DIRECTIONS FOR THIS TASK:
Each line of the records below that holds "building" should be returned.

TASK MATERIAL:
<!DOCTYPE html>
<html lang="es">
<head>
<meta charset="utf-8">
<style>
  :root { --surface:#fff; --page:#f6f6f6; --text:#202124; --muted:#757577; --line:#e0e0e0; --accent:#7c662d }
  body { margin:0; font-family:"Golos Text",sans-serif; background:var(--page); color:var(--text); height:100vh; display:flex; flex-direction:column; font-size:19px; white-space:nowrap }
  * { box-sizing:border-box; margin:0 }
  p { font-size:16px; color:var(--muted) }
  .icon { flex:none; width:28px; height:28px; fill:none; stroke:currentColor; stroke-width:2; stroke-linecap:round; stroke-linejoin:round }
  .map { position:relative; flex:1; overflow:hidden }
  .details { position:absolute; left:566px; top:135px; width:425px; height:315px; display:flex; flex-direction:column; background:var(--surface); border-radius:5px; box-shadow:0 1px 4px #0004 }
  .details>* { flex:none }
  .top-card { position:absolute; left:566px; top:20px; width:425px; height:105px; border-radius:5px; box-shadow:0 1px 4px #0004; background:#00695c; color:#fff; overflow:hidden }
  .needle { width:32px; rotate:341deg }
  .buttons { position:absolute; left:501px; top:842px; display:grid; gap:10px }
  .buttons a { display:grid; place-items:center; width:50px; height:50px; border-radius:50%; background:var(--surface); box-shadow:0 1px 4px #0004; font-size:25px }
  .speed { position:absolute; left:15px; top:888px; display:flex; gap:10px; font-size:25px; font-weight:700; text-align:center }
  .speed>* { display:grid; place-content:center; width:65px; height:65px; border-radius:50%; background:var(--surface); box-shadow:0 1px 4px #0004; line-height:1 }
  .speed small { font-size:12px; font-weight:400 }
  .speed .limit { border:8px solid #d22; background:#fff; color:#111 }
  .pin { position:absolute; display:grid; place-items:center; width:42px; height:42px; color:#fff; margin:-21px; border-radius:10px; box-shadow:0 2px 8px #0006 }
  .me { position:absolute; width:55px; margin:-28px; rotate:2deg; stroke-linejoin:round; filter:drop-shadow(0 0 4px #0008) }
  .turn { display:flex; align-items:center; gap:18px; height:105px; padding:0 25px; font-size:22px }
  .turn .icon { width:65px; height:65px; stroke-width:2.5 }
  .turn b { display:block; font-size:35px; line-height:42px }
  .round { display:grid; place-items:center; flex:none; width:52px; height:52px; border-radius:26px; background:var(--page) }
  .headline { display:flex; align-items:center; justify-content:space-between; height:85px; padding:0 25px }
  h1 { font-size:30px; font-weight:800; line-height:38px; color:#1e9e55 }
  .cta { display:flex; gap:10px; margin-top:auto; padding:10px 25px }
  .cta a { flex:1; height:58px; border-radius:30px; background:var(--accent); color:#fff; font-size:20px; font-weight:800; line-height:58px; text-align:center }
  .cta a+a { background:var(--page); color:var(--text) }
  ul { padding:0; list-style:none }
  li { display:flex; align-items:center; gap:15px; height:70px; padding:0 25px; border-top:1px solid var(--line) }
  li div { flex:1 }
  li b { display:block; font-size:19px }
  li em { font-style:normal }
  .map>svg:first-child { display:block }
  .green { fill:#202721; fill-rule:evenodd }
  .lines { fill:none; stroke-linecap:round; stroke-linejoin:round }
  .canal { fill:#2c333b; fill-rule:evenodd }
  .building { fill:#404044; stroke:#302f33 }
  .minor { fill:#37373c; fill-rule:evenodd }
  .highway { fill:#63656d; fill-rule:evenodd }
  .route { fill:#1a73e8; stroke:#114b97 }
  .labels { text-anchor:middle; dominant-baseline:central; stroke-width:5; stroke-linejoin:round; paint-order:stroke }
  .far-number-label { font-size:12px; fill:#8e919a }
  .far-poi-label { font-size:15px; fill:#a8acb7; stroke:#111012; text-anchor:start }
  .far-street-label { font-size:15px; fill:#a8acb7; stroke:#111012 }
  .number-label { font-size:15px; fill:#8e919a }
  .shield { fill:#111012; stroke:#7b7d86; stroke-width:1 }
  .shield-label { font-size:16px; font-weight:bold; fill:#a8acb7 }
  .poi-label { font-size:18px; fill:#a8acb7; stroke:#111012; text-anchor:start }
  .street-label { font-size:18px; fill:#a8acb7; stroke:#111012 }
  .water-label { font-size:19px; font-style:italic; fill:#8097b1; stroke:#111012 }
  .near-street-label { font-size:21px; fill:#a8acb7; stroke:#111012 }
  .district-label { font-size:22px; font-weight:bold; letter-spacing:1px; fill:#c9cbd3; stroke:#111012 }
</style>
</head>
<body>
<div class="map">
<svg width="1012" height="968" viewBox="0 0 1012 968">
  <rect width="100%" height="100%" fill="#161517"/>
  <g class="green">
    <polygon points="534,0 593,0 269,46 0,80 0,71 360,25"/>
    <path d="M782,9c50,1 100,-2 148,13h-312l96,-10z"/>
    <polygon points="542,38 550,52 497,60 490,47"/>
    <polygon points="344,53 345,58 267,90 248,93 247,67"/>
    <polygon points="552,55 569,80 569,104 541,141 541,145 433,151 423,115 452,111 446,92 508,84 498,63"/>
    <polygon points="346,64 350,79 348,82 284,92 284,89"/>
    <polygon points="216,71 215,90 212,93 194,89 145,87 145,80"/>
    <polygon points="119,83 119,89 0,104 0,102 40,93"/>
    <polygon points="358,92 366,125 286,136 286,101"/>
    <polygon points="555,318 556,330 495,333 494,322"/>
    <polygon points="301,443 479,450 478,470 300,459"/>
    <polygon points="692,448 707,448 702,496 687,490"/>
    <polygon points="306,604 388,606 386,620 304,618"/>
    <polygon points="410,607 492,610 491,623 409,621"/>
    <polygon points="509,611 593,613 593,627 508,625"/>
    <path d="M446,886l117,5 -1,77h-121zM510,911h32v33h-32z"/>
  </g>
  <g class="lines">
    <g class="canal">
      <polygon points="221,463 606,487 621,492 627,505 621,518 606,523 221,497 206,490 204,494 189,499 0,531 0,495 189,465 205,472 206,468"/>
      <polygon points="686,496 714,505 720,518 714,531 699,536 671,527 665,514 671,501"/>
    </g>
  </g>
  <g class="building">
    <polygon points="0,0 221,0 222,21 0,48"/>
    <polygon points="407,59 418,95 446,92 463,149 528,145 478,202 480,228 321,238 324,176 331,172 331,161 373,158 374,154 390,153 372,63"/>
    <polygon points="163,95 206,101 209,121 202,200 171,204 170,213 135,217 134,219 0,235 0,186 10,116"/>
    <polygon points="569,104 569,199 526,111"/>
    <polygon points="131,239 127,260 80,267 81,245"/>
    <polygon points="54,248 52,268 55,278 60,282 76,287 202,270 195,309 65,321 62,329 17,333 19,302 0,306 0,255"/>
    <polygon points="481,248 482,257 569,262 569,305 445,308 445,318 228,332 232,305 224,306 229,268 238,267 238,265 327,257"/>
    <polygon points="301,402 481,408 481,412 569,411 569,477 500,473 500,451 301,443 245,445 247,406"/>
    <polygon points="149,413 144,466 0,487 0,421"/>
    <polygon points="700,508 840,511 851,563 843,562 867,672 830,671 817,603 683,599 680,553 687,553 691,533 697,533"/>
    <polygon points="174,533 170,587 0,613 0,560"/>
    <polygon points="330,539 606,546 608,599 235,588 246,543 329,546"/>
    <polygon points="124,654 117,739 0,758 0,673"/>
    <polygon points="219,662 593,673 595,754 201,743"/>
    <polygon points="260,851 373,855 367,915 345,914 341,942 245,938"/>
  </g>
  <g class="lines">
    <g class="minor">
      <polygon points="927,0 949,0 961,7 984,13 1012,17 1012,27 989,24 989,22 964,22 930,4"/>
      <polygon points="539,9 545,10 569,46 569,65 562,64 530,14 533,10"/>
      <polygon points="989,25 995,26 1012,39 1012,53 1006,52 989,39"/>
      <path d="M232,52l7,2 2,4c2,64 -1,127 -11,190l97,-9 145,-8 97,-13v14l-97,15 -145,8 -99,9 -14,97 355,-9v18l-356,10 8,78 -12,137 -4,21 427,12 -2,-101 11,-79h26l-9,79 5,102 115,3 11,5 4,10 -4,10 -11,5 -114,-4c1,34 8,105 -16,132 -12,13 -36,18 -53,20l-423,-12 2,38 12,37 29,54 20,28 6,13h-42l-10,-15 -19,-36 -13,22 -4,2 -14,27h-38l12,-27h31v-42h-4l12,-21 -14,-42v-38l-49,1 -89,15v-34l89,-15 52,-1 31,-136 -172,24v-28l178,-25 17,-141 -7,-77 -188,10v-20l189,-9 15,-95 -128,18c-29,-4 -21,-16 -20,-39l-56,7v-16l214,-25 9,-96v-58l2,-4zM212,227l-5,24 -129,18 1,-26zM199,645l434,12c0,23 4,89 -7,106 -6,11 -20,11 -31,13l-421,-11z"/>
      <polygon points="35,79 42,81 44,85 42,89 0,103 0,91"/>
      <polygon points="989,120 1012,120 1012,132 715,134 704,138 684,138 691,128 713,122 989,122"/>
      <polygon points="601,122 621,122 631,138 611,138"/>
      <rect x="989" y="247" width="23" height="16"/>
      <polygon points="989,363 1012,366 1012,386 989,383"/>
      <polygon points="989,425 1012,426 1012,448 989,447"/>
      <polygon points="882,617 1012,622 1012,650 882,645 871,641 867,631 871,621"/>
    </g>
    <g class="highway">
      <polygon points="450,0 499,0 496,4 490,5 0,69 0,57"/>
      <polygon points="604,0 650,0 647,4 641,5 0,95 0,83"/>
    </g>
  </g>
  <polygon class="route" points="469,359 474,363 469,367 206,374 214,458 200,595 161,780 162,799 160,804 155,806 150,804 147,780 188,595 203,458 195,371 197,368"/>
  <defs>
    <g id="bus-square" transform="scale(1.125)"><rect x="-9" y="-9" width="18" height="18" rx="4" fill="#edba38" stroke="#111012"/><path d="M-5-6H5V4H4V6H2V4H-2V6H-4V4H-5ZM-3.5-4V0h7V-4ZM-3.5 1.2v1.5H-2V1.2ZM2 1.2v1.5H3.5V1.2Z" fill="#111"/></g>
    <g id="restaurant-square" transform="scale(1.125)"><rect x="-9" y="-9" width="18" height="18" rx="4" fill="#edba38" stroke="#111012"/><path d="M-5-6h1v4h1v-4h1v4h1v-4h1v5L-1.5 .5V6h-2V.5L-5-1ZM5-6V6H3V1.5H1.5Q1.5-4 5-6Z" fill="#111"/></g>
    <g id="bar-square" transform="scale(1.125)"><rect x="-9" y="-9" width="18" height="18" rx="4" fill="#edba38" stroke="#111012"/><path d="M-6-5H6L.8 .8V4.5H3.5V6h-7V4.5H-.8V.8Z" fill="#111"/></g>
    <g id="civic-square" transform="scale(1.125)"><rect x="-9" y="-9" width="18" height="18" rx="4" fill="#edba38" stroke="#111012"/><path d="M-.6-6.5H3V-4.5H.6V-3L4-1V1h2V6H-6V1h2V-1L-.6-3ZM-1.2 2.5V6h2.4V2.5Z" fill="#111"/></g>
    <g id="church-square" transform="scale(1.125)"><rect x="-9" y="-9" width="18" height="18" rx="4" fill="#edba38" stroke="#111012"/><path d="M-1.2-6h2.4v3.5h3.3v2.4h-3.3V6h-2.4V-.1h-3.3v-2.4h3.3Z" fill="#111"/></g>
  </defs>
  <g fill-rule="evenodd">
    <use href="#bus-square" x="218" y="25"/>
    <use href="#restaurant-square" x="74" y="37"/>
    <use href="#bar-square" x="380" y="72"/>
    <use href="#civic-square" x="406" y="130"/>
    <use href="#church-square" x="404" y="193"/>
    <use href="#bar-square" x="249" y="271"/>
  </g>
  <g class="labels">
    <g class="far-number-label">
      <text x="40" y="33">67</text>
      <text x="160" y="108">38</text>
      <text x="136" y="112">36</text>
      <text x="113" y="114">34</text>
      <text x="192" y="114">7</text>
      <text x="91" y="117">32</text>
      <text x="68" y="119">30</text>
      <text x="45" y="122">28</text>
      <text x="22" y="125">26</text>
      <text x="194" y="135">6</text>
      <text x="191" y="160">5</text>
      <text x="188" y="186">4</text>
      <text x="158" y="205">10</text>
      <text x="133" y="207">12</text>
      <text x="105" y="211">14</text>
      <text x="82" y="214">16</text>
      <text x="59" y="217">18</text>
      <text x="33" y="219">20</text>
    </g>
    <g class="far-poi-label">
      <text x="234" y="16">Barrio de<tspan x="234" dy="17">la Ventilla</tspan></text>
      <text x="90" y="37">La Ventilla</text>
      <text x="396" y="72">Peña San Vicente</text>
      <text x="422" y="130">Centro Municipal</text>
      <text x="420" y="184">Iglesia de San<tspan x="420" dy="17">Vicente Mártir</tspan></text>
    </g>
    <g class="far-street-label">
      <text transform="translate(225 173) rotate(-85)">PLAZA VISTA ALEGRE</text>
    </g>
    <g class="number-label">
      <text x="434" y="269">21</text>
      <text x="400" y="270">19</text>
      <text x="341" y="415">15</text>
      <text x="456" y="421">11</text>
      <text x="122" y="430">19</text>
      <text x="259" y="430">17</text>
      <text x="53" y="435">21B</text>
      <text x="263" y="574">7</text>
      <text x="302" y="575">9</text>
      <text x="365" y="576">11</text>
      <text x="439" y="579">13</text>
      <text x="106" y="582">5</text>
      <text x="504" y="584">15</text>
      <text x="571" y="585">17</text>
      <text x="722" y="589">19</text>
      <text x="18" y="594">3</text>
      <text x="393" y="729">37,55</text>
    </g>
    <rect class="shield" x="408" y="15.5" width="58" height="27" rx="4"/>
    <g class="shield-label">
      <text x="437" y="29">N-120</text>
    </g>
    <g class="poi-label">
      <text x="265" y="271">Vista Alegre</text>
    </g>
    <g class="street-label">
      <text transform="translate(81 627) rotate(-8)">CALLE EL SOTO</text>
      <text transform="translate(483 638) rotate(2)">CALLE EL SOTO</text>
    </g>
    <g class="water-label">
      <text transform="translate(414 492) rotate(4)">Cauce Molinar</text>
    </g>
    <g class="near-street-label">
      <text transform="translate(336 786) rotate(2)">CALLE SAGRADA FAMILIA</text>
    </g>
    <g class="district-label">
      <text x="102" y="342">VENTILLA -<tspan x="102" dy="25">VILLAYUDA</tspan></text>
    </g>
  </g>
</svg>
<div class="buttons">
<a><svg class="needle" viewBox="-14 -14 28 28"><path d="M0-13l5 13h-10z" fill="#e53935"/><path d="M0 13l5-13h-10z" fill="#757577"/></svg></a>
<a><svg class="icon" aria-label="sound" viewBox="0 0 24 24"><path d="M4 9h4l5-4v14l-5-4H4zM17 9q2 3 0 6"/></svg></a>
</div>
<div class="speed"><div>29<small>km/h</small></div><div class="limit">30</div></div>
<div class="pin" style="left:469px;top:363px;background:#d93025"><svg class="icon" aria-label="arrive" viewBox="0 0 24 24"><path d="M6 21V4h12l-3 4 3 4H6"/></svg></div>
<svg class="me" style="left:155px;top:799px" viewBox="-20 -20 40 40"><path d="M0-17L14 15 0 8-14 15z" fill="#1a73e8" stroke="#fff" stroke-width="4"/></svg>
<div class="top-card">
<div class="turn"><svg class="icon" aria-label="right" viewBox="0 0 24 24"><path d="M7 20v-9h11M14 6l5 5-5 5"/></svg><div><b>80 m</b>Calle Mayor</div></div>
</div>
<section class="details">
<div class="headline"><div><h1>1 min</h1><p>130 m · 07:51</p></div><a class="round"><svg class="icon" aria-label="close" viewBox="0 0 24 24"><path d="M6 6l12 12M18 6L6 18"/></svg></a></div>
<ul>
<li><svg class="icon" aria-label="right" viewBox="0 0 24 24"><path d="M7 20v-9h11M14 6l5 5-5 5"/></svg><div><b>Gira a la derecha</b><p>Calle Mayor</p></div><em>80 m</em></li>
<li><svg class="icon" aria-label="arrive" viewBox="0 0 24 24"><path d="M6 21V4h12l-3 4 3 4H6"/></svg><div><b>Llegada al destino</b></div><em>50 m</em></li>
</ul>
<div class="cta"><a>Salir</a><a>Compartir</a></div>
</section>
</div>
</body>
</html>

OUTPUT BELOW:
  .building { fill:#404044; stroke:#302f33 }
  <g class="building">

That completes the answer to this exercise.